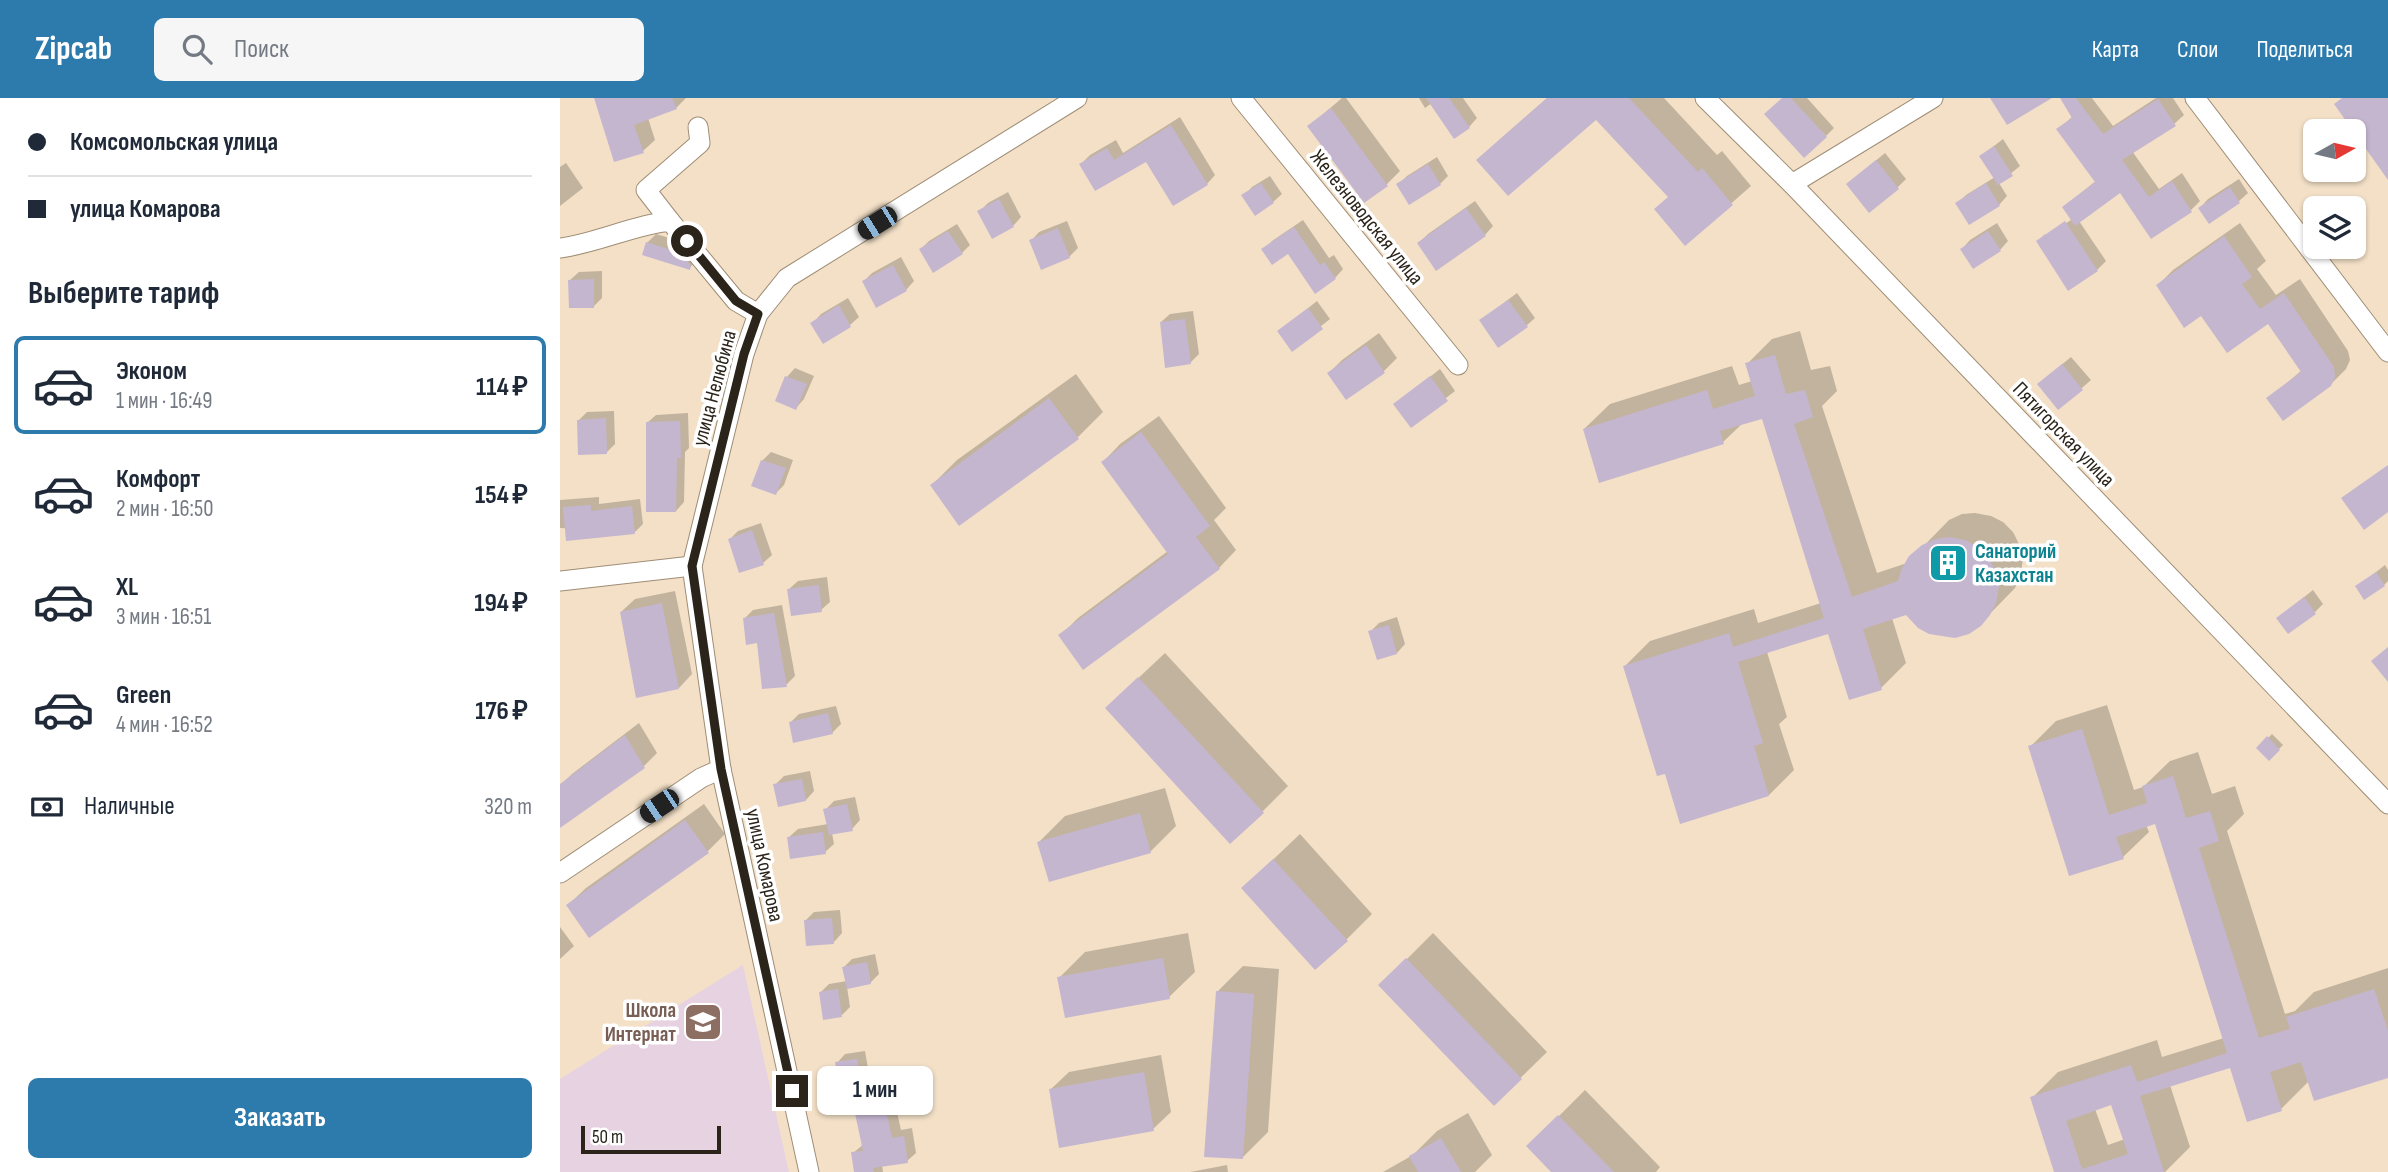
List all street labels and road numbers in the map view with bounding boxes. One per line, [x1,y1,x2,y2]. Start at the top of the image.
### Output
street label: Железноводская улица [1305,145,1429,290]
street label: улица Нелюбина [687,328,742,449]
street label: Пятигорская улица [2007,377,2120,492]
street label: улица Комарова [740,806,789,924]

==========

Activity => Repeat the records above word for word, apart from the pictures.

Answer to this exercise =>
List all street labels and road numbers in the map view with bounding boxes. One per line, [x1,y1,x2,y2]. Start at the top of the image.
### Output
street label: Железноводская улица [1305,145,1429,290]
street label: улица Нелюбина [687,328,742,449]
street label: Пятигорская улица [2007,377,2120,492]
street label: улица Комарова [740,806,789,924]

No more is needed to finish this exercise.